Si ces deux catégories, généralement représentées par des professionnels expérimentés des financements immobiliers, peuvent se retrouver sur le diagnostic, les divergences se font jour quand il s’agit de rémunérer le risque additionnel encouru par une modification du contrat initial. Dans un crédit bilatéral, la négociation avec l’emprunteur est plus directe et permet le plus souvent de dégager un surcroît de rendement. Où la gestion dynamique du risque rejoint la recherche du meilleur rendement.

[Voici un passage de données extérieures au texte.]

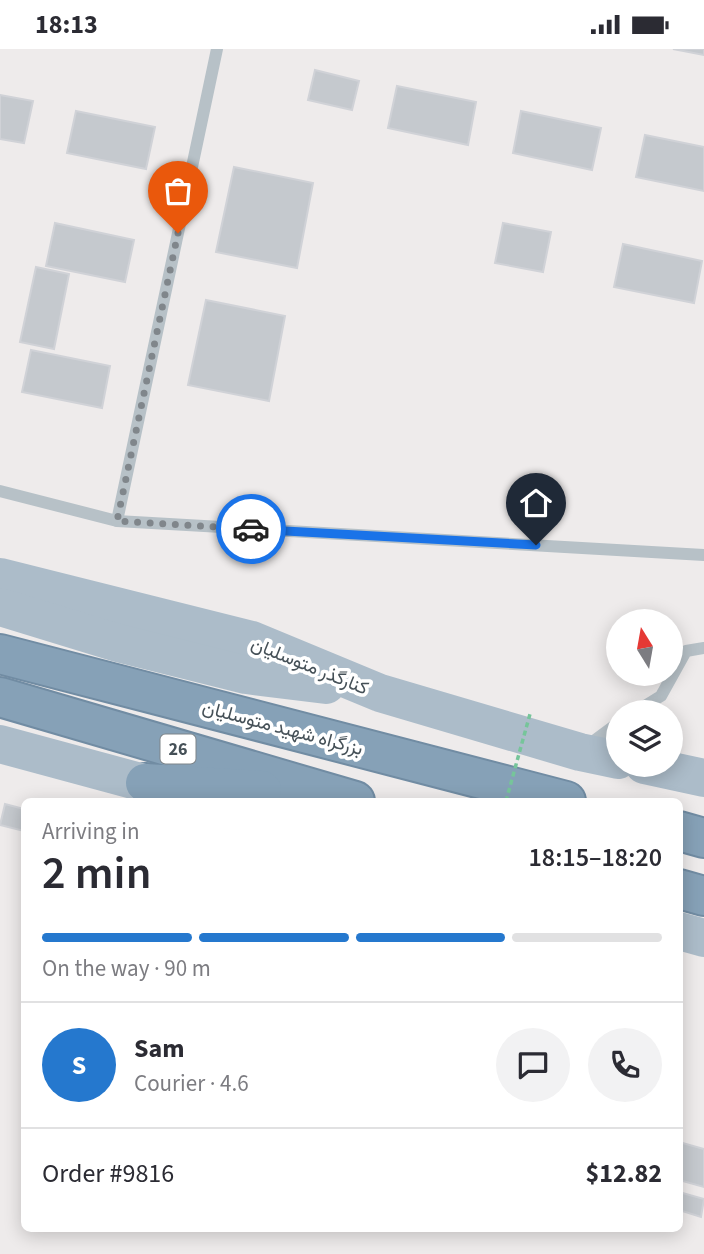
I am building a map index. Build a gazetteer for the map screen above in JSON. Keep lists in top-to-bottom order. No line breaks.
{"streets":{"highway":["بزرگراه شهید متوسلیان","26"],"main road":["کنارگذر متوسلیان"]},"north":"top","page":{"status":"18:13","heading":["2 min","Arriving in","18:15–18:20"],"panel":["Sam","Courier · 4.6","Order #9816","$12.82"],"bar":"On the way · 90 m","round":"S"}}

Ces deux modes d’intervention procurent différents bénéfices aux investisseurs en fonds de dette. Dans la mesure où ils ne sont pas mutuellement exclusifs, il reviendra à la société de gestion de promouvoir une politique d’investissement qui en tire le meilleur parti, entre rendement et contrôle du risque, d’une part, rapidité de déploiement et observatoire de marché, d’autre part. Enfin dans un environnement très mouvant du côté des pratiques ESG, un crédit bilatéral permet au fonds de définir ses propres indicateurs (ou KPIs) et les incitations qu’il accorde à l’emprunteur pour améliorer l’empreinte environnementale des bâtiments, notamment les baisses et hausses de marge à la réalisation de ces objectifs.